Re: Filesystem crashes due to pages without buffers

Jan Kara <jack@xxxxxxx> · Fri, 13 Apr 2018 14:58:15 +0200

Hi!

On Fri 13-04-18 20:39:06, Gavin Guo wrote:
> On Thu, Jan 4, 2018 at 7:33 PM, Jan Kara <jack@xxxxxxx> wrote:
> >
> > On Wed 03-01-18 20:56:32, Dan Williams wrote:
> > > On Wed, Jan 3, 2018 at 2:04 AM, Jan Kara <jack@xxxxxxx> wrote:
> > > > Hello,
> > > >
> > > > Over the years I have seen so far unexplained crashed in filesystem's
> > > > (ext4, xfs) writeback path due to dirty pages without buffers attached to
> > > > them (see [1] and [2] for relatively recent reports). This was confusing as
> > > > reclaim takes care not to strip buffers from a dirty page and both
> > > > filesystems do add buffers to a page when it is first written to - in
> > > > ->page_mkwrite() and ->write_begin callbacks.
> > > >
> > > > Recently I have come across a code path that is probably leading to this
> > > > inconsistent state and I'd like to discuss how to best fix the problem
> > > > because it's not obvious to me. Consider the following race:
> > > >
> > > > CPU1                                    CPU2
> > > >
> > > > addr = mmap(file1, MAP_SHARED, ...);
> > > > fd2 = open(file2, O_DIRECT | O_RDONLY);
> > > > read(fd2, addr, len)
> > > >   do_direct_IO()
> > > >     page = dio_get_page()
> > > >       dio_refill_pages()
> > > >         iov_iter_get_pages()
> > > >           get_user_pages_fast()
> > > >             - page fault
> > > >               ->page_mkwrite()
> > > >                 block_page_mkwrite()
> > > >                   lock_page(page);
> > > >                   - attaches buffers to page
> > > >                   - makes sure blocks are allocated
> > > >                   set_page_dirty(page)
> > > >               - install writeable PTE
> > > >               unlock_page(page);
> > > >     submit_page_section(page)
> > > >       - submits bio with 'page' as a buffer
> > > >                                         kswapd reclaims pages:
> > > >                                         ...
> > > >                                         shrink_page_list()
> > > >                                           trylock_page(page) - this is the
> > > >                                             page CPU1 has just faulted in
> > > >                                           try_to_unmap(page)

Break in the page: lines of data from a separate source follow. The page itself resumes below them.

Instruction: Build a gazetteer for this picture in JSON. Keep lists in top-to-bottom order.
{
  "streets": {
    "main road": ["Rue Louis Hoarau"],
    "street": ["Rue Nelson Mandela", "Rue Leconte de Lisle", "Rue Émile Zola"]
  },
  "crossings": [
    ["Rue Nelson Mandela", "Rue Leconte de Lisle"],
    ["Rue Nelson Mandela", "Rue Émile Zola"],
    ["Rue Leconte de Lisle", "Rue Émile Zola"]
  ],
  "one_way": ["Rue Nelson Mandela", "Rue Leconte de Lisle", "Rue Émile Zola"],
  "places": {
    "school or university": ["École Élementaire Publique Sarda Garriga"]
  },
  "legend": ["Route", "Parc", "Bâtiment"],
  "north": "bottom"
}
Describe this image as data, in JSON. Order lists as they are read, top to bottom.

> > > >                                           pageout(page);
> > > >                                             clear_page_dirty_for_io(page);
> > > >                                             ->writepage()

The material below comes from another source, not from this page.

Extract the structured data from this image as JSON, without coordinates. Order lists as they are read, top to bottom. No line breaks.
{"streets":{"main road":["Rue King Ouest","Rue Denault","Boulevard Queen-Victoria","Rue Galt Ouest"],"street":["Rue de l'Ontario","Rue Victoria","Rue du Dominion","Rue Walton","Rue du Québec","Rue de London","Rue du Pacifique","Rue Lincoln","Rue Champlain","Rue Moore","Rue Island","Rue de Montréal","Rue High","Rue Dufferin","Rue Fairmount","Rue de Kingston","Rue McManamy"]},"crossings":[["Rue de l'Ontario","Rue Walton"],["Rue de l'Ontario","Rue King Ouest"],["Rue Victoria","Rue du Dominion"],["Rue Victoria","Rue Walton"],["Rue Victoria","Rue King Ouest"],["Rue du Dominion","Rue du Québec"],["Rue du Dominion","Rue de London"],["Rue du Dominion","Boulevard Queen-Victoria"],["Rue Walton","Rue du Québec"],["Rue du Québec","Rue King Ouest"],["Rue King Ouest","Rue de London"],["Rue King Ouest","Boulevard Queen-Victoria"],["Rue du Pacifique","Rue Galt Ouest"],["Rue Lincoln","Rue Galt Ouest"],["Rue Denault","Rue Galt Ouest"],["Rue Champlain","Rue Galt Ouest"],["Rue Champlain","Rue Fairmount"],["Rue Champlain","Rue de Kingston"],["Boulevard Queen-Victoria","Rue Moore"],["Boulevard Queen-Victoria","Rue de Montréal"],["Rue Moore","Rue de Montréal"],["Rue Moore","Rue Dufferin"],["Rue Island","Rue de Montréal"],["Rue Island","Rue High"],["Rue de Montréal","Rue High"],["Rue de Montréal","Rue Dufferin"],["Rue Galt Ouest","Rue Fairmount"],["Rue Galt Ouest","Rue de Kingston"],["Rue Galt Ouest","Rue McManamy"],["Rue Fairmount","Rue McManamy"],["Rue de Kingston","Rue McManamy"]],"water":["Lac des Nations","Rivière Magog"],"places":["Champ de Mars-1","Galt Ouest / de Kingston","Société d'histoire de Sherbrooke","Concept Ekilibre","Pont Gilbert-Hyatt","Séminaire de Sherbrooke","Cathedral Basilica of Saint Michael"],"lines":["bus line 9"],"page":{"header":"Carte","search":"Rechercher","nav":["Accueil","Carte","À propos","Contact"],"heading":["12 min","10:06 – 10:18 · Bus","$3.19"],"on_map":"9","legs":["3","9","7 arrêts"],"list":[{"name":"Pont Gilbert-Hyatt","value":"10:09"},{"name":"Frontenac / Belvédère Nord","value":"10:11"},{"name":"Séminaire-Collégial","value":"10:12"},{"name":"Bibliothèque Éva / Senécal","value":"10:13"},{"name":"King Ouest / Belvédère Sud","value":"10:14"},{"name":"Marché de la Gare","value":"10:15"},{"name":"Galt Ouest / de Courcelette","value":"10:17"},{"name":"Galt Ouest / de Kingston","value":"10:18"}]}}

> > > >                                           - let's assume page got written
> > > >                                             out fast enough, alternatively
> > > >                                             we could get to the same path as
> > > >                                             soon as the page IO completes
> > > >                                           if (page_has_private(page)) {
> > > >                                             try_to_release_page(page)
> > > >                                               - reclaims buffers from the
> > > >                                                 page
> > > >                                            __remove_mapping(page)

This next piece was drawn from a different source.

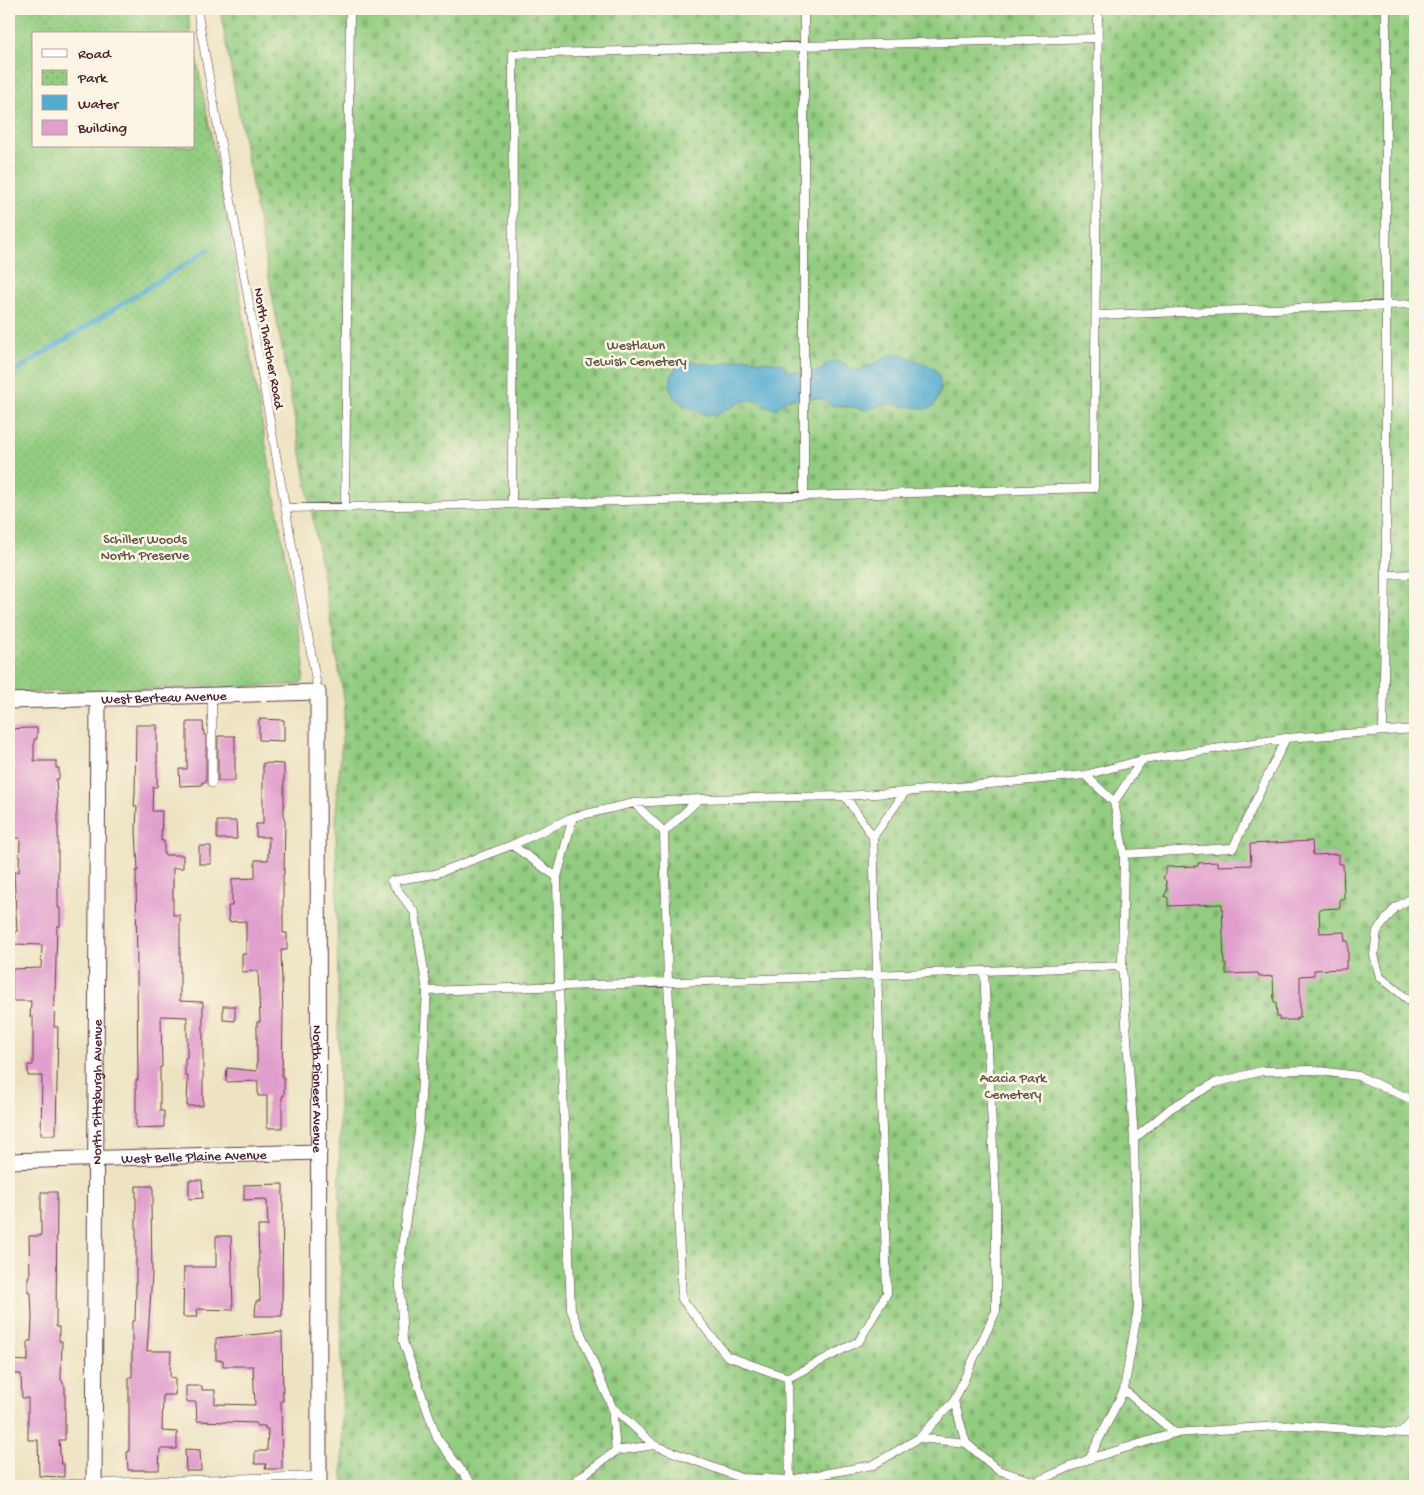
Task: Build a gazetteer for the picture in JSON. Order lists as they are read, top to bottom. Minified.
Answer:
{"streets":{"street":["West Berteau Avenue","North Pioneer Avenue","North Pittsburgh Avenue","West Belle Plaine Avenue"],"lane":["North Thatcher Road"]},"crossings":[["North Thatcher Road","West Berteau Avenue"],["North Thatcher Road","North Pioneer Avenue"],["West Berteau Avenue","North Pioneer Avenue"],["West Berteau Avenue","North Pittsburgh Avenue"],["North Pioneer Avenue","West Belle Plaine Avenue"],["North Pittsburgh Avenue","West Belle Plaine Avenue"]],"parks":["Westlawn Jewish Cemetery","Schiller Woods North Preserve","Acacia Park Cemetery"],"legend":["Road","Park","Water","Building"]}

> > > >                                              - fails as DIO code still
> > > >                                                holds page reference
> > > > ...
> > > >
> > > > eventually read completes
> > > >   dio_bio_complete(bio)
> > > >     set_page_dirty_lock(page)
> > > >       Bummer, we've just marked the page as dirty without having buffers.
> > > >       Eventually writeback will find it and filesystem will complain...
> > > >
> > > > Am I missing something?
> > > >
> > > > The problem here is that filesystems fundamentally assume that a page can
> > > > be written to only between ->write_begin - ->write_end (in this interval
> > > > the page is locked), or between ->page_mkwrite - ->writepage and above is
> > > > an example where this does not hold because when a page reference is
> > > > acquired through get_user_pages(), page can get written to by the holder of
> > > > the reference and dirtied even after it has been unmapped from page tables
> > > > and ->writepage has been called. This is not only a cosmetic issue leading
> > > > to assertion failure but it can also lead to data loss, data corruption, or
> > > > other unpleasant surprises as filesystems assume page contents cannot be
> > > > modified until either ->write_begin() or ->page_mkwrite gets called and
> > > > those calls are serialized by proper locking with problematic operations
> > > > such as hole punching etc.
> > > >
> > > > I'm not sure how to fix this problem. We could 'simulate' a writeable page
> > > > fault in set_page_dirty_lock(). It is a bit ugly since we don't have a
> > > > virtual address of the fault, don't hold mmap_sem, etc., possibly
> > > > expensive, but it would make filesystems happy. Data stored by GUP user
> > > > (e.g. read by DIO in the above case) could still get lost if someone e.g.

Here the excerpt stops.